Once you get onto the bus or coach it is a totally different story. You're normally greeted with a smile as you try and make your way to a seat. Everyone seems more relaxed and are just chatting away talking about what they had done the eveing before, what they may have planned for the weekend and enjoying their journey however long or short it may be.


Also when you are on the bus (up on the top deck of course, if it's a double decker) you have access to a completley different scenic route, the landscape is beautiful and how can you not help but look into people's front gardens and rooms....

Thursday 2 September 2010

Stopping me in my tracks

It's not often I am quite literally stopped in my tracks by a shop window display but this giant pack of Imodium, better known for its ability to stop other things, had me doing just that the other day.
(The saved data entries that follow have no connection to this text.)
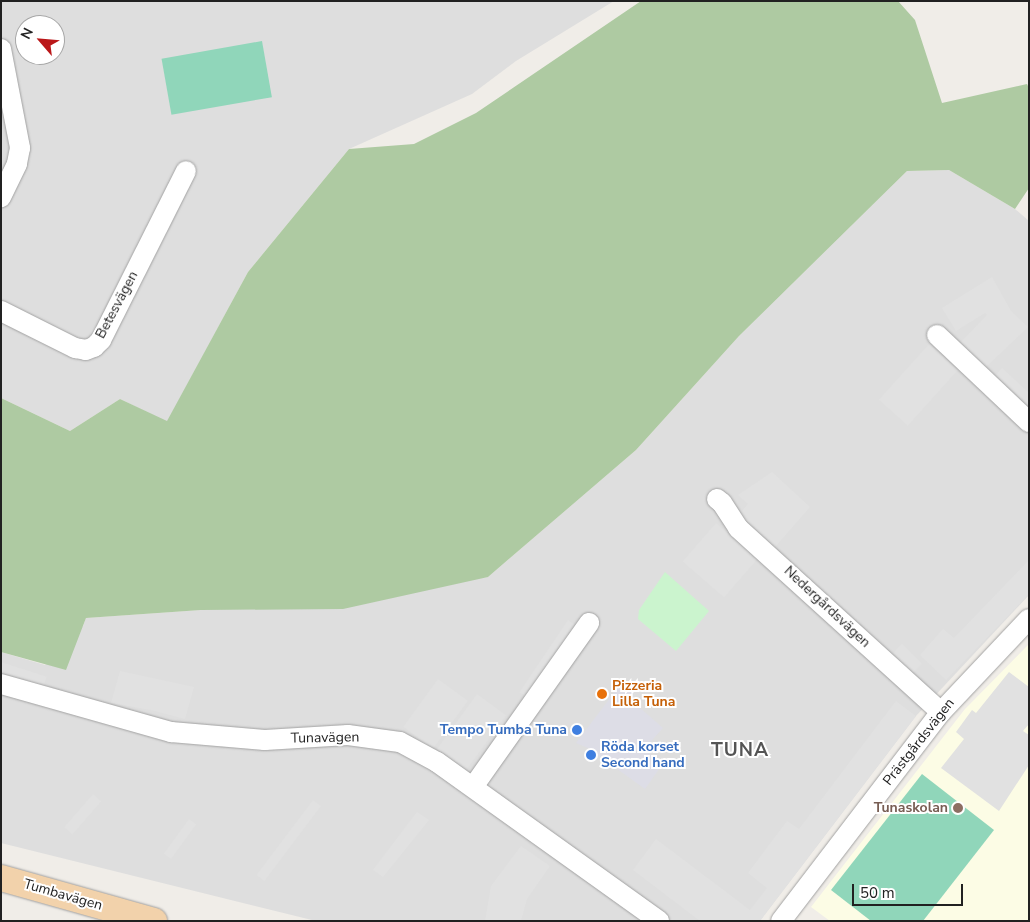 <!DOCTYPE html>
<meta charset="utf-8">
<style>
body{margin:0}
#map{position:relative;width:1030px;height:922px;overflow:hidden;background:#f0ede8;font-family:"Nunito Sans",sans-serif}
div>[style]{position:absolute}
.residential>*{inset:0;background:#dedede}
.education>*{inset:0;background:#fcfce5}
.forest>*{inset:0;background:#aecaa2}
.park>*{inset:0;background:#cbf4ce}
.pitch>*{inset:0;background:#90d6ba;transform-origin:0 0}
.parking>*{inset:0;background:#e1e1e1;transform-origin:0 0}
.plaza>*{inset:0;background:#dddde6}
.roads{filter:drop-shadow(0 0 1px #a2a2a2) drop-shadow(0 0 1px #a2a2a2)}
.minor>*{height:20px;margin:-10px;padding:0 10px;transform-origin:10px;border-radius:10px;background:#fff}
.major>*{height:26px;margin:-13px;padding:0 13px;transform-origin:13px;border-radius:13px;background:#f2d2ab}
.dots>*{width:14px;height:14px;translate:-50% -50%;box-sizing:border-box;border:2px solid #fff;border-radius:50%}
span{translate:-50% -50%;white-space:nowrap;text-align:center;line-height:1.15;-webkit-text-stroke:4px #fff;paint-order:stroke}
.street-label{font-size:14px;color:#212121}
.food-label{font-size:14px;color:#c56008;font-weight:700}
.left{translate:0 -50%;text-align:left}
.shop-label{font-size:14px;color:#366cbe;font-weight:700}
.right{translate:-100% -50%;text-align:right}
.education-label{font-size:14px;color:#785e54;font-weight:700}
.district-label{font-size:19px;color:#545454;font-weight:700;letter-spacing:1px}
.frame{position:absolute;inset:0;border:2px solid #212121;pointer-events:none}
.north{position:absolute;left:15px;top:15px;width:50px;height:50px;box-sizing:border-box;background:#fff;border:1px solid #a6a6a6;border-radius:50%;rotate:297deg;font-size:14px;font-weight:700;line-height:20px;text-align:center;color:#212121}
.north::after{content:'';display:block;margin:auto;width:18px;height:22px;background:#ba1719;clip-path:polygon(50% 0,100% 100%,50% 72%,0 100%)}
.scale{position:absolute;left:852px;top:884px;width:111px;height:22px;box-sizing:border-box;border:2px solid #212121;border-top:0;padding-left:6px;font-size:15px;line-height:18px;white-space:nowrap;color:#212121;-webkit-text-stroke:4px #fff;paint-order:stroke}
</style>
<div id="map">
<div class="residential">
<i style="clip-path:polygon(evenodd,1px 1px,614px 1px,516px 61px,472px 94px,349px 149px,248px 272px,167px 422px,120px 399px,70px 431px,1px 398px,1px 1px,25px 25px,55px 25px,55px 55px,25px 55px,25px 25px)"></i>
<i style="clip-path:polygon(949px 170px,1015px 209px,1029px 221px,1029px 595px,916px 716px,760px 921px,316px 921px,1px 843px,1px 652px,45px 665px,83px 626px,86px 618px,201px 610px,488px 577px,636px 450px,739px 336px,907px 171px)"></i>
</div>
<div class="education">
<i style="clip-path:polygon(1029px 644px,1029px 921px,830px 921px,811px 907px,965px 709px)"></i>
</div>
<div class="forest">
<i style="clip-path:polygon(641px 1px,898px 1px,915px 20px,942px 103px,1027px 84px,1029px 88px,1029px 188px,1015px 209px,949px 170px,907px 171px,739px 336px,636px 450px,488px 577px,343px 609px,201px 610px,86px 618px,66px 670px,1px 652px,1px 398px,70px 431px,120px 399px,167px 421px,248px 272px,349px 149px,414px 144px,476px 113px)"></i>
</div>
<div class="park">
<i style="clip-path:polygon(665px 572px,709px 611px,676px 651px,638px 619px,639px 610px)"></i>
</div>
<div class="pitch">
<i style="left:262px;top:41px;width:57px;height:102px;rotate:80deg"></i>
<i style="clip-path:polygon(922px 774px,994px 830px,923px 921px,871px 921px,831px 890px)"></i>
</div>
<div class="parking">
<i style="clip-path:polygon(992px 277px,1011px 311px,1028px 327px,986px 367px,960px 343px,987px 315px,985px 313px,956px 331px,942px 308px)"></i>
<i style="left:929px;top:344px;width:39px;height:75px;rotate:42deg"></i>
<i style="clip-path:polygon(1002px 368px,1029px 393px,1029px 409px,994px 377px)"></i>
<i style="clip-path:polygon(772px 472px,810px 507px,775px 547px,739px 514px,748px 504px,738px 495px)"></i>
<i style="left:716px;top:523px;width:55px;height:51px;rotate:41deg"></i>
<i style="clip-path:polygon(1029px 560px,1029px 594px,946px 680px,920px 655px,943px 629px,954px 638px)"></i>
<i style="left:568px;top:620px;width:11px;height:87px;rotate:34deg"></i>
<i style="left:902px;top:644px;width:28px;height:13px;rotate:45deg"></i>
<i style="left:1px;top:662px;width:48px;height:12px;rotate:18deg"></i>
<i style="clip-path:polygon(120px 671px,194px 687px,185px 719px,151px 710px,111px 703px)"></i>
<i style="clip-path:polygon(1009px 672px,1029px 687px,1029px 724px,1023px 731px,1029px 735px,1029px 765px,999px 811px,941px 768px,964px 739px,956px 732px,972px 710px,976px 713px)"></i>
<i style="left:438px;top:679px;width:37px;height:59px;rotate:36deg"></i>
<i style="left:477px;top:694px;width:36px;height:69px;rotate:36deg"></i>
<i style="clip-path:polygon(896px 701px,916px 716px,760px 921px,700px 921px,633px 870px,656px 839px,750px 910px,767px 888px,748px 873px,787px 821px,799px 829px)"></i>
<i style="left:93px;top:794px;width:11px;height:44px;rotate:41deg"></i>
<i style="left:313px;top:800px;width:10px;height:94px;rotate:37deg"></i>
<i style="clip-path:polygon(417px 812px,429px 820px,383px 877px,373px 870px)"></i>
<i style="left:189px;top:819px;width:9px;height:43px;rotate:36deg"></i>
<i style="clip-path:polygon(521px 846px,550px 866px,527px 899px,521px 921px,485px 921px,491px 886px)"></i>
</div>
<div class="plaza">
<i style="clip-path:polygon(623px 681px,634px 691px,632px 698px,639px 707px,663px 728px,644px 749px,662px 765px,645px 789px,588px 748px,576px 743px)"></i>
</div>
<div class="roads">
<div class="minor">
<i style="left:1px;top:49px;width:101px;rotate:79.1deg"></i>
<i style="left:20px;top:148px;width:16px;rotate:101deg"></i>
<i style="left:17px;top:164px;width:37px;rotate:116deg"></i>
<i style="left:1px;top:311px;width:83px;rotate:26.6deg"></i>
<i style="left:75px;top:348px;width:11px;rotate:10deg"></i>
<i style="left:86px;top:350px;width:9px;rotate:-21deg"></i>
<i style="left:94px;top:347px;width:10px;rotate:-45deg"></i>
<i style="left:101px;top:340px;width:189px;rotate:-63.3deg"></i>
<i style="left:937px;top:335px;width:127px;rotate:43.4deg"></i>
<i style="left:717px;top:499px;width:6px;rotate:39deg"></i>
<i style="left:722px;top:503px;width:30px;rotate:57deg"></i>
<i style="left:738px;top:528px;width:274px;rotate:42.2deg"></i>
<i style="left:1px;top:684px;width:177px;rotate:15.8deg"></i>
<i style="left:171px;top:732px;width:94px;rotate:4.9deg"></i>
<i style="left:265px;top:740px;width:83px;rotate:-3.4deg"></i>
<i style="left:348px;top:735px;width:52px;rotate:7.7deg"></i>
<i style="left:400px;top:742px;width:42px;rotate:28.4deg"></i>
<i style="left:437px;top:762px;width:273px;rotate:35.6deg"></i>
<i style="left:473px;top:787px;width:201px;rotate:-54.7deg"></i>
<i style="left:781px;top:921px;width:263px;rotate:-52.6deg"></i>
<i style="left:941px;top:712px;width:128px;rotate:-46.6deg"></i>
</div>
<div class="major">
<i style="left:1px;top:878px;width:159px;rotate:15.7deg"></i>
</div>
</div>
<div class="dots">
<i style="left:602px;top:694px;background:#e8710a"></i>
<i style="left:577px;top:730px;background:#3f7fe0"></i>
<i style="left:591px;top:755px;background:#3f7fe0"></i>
<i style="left:958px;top:808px;background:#8d6e63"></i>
</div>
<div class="street-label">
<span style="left:117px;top:305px;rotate:-62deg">Betesvägen</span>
<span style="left:827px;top:607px;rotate:43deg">Nedergårdsvägen</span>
<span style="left:325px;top:738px;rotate:-1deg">Tunavägen</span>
<span style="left:919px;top:742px;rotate:-52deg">Prästgårdsvägen</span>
<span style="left:63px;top:895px;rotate:16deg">Tumbavägen</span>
</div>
<div class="food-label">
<span class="left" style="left:612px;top:694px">Pizzeria<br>Lilla Tuna</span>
</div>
<div class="shop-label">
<span class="right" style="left:567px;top:730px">Tempo Tumba Tuna</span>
<span class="left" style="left:601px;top:755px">Röda korset<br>Second hand</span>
</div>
<div class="education-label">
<span class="right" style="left:948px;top:808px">Tunaskolan</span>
</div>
<div class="district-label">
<span style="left:740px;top:751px">TUNA</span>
</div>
<div class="frame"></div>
<div class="north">N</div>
<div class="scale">50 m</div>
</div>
I was walking at a pace from the railway station to my car (so what's new?), past the pharmacy window.

The promotional flash caught my eye. I retraced my steps. I re-read the message.

I re-read the message again. The penny dropped.
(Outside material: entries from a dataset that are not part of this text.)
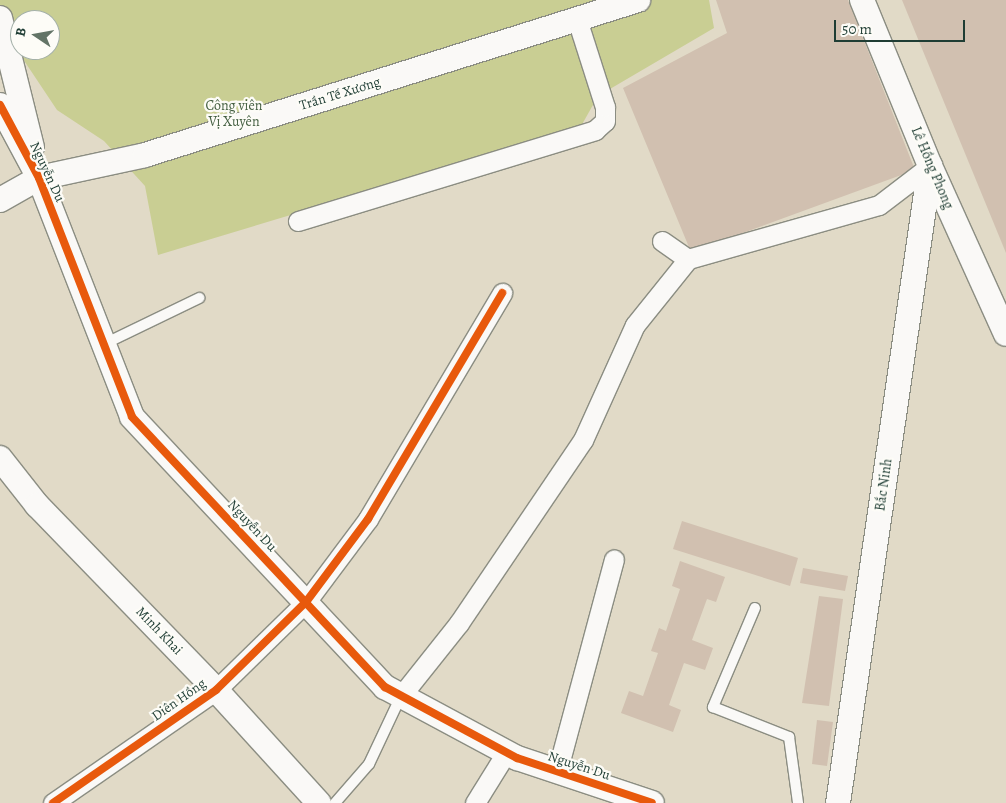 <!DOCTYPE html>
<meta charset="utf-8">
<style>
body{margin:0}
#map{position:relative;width:1006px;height:803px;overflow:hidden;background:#e1dac7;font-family:Alegreya,serif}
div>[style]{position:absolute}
.green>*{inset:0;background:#c9ce93}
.building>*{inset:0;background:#d1c0b0}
.roads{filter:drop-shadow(1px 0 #8b8d82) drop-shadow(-1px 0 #8b8d82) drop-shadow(0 1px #8b8d82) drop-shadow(0 -1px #8b8d82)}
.service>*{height:10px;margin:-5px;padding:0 5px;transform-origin:5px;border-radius:5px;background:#faf9f7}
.minor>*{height:19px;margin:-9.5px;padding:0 9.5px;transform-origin:9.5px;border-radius:9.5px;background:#faf9f7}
.tertiary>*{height:24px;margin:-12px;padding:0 12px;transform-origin:12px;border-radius:12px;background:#faf9f7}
.cycleway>*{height:8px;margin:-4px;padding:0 4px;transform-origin:4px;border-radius:4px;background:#e8590c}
span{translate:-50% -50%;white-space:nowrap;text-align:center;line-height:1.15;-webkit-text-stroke:4.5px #fdfcf7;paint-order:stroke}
.street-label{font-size:14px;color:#1f3d34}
.park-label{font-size:14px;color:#445f41}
.north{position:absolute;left:10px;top:10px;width:50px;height:50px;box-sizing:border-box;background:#fdfcf7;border:1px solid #a4b0a9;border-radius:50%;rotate:282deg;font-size:14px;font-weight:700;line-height:20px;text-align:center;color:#1f3d34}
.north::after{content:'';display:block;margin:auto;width:18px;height:22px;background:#637467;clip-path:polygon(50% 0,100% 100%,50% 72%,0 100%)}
.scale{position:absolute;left:834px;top:20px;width:131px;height:22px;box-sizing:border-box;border:2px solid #1f3d34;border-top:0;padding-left:6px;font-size:15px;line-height:18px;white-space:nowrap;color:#1f3d34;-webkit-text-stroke:4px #fdfcf7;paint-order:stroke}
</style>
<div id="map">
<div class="green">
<i style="clip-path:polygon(evenodd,0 0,709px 0,714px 28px,598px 96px,580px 128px,158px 255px,145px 186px,104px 141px,57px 110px,5px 32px,0 18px,0 0,20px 20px,50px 20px,50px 50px,20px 50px,20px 20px)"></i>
</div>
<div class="building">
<i style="clip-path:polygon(716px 0,848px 0,915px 170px,691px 252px,623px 88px,727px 33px)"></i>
<i style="clip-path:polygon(902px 0,1006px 0,1006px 253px)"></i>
<i style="clip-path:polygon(682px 521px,798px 558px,790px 586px,673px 549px)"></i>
<i style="clip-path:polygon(680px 561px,725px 577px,716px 602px,707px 599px,692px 640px,713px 648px,705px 670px,684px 663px,669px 705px,681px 710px,673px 732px,621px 713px,629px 691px,643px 696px,658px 653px,651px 651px,659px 628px,666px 631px,680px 589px,672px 586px)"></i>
<i style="clip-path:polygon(803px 568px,848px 576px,845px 591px,800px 583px)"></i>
<i style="clip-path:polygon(819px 596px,843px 599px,829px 706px,802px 703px)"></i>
<i style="clip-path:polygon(817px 720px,833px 722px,827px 766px,812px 764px)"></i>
</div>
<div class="roads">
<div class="service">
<i style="left:104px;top:344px;width:106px;rotate:-25.8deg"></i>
<i style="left:755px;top:608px;width:108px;rotate:113deg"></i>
<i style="left:713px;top:707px;width:82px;rotate:21.5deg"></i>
<i style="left:789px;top:737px;width:67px;rotate:82.2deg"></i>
<i style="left:335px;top:803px;width:52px;rotate:-48.9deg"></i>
<i style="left:369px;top:764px;width:75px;rotate:-64.8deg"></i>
</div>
<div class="minor">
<i style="left:298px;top:221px;width:311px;rotate:-17deg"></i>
<i style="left:595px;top:130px;width:13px;rotate:-42deg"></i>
<i style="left:605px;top:121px;width:14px;rotate:-90deg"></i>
<i style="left:605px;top:107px;width:92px;rotate:-107.7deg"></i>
<i style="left:662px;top:241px;width:32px;rotate:35deg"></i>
<i style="left:688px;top:259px;width:198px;rotate:-15.8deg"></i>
<i style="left:879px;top:205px;width:64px;rotate:-37.4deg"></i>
<i style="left:401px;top:696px;width:93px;rotate:-51.5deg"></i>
<i style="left:459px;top:623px;width:221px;rotate:-55.9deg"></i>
<i style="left:583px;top:440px;width:126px;rotate:-65.7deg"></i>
<i style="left:635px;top:325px;width:85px;rotate:-51.2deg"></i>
<i style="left:557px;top:772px;width:220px;rotate:-75deg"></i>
<i style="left:53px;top:803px;width:198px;rotate:-34.7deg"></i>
<i style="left:216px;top:690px;width:126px;rotate:-44.4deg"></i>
<i style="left:306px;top:602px;width:104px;rotate:-53.2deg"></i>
<i style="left:368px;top:519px;width:263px;rotate:-59.3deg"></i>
<i style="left:475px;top:803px;width:59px;rotate:-58.2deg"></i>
</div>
<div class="tertiary">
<i style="left:862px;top:0;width:179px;rotate:67.7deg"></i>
<i style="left:930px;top:166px;width:184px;rotate:65.7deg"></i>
<i style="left:0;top:18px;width:133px;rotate:76.1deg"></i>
<i style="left:0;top:105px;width:83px;rotate:61.9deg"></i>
<i style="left:39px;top:178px;width:256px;rotate:68.7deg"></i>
<i style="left:132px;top:417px;width:370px;rotate:46.9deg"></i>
<i style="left:385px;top:687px;width:150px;rotate:28.3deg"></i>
<i style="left:517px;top:758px;width:142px;rotate:18.4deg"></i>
<i style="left:0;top:200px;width:45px;rotate:-29.4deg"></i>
<i style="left:39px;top:178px;width:108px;rotate:-12.2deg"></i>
<i style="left:145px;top:155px;width:517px;rotate:-17.45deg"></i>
<i style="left:0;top:458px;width:60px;rotate:51.8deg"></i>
<i style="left:37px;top:505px;width:257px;rotate:45.9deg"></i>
<i style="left:216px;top:690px;width:153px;rotate:47.7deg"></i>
<i style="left:838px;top:803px;width:644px;rotate:-81.78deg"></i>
</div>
</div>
<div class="cycleway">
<i style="left:0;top:105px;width:83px;rotate:61.9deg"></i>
<i style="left:39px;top:178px;width:256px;rotate:68.7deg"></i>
<i style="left:132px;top:417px;width:370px;rotate:46.9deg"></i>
<i style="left:385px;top:687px;width:150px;rotate:28.3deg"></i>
<i style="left:517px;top:758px;width:142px;rotate:18.4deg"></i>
<i style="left:53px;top:803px;width:198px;rotate:-34.7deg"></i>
<i style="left:216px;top:690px;width:126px;rotate:-44.4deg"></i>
<i style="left:306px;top:602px;width:104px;rotate:-53.2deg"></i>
<i style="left:368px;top:519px;width:263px;rotate:-59.3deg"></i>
</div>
<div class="street-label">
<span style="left:340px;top:94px;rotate:-17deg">Trần Tế Xương</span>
<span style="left:932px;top:168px;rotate:67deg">Lê Hồng Phong</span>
<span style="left:47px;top:172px;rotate:65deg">Nguyễn Du</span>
<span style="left:884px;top:485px;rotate:-82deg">Bắc Ninh</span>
<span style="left:252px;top:526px;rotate:47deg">Nguyễn Du</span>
<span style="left:159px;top:631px;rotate:46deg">Minh Khai</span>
<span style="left:179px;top:700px;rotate:-35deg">Diên Hồng</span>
<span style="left:579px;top:766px;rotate:18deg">Nguyễn Du</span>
</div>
<div class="park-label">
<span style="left:234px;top:114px">Công viên<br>Vị Xuyên</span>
</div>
<div class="north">B</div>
<div class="scale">50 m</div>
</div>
But I couldn't get out of my mind the unintended message I'd initially read. And what was that? I'll leave you to work it out.

The unintended consequences of dodgy typography delivered a subliminal message which in my mind, but luckily not my mouth, will forever be associated with the product in question.

Wednesday 1 September 2010

Whodunit?

It was with great trepidation that I attended my first Murder Mystery "party" this bank holiday weekend. The whole idea of it filled me with dread, the dressing up, the dodgy accents, the amusing (or not so) character names... Mine was Flo Wing-Brookes - get it?! Hilarious.

As we listened to the inspector setting the scene (on tape, that's how dated this thing was!) my mind couldn't help but drift to memories (what were left of them anyway) of the previous night which had been spent watching a surprisingly good (and loud) 2-man band in Kentish Town. But, a swift kick in the shin from my husband was my queue to stop feeling sorry for myself and face facts! I was going to have to get on with tonight whether I wanted to or not.

So off we went, introducing our characters and slipping the "information you must disclose" as best we could and evading the "secrets" we wanted to hide. My attitude was still very much on the I don't care end of the spectrum until I began to realise that unless I did disclose all clues I was meant to, I would be hindering others, who were taking it more seriously, in solving the crime.

So I began hamming it up with the best of them (and given that two of our friends there were professional actors that took some doing!) As the rounds went on I could see I was not the only one struggling to keep up the enthusiasm and focus but there seemed to be an unspoken acknowledgement that we were all in this together and to bring things to a speedy, but also successful, conclusion we all needed to pull our weight.

As Charlotte said last week, sometimes we need to push ourselves outside our comfort zones. Now I can't say this was quite as rewarding as mastering two wheels for the first time, but I am sure I had a better night for it.

So, would I do it again - Murder Mystery evening, not for a while at least, but do something that "scares" me - absolutely!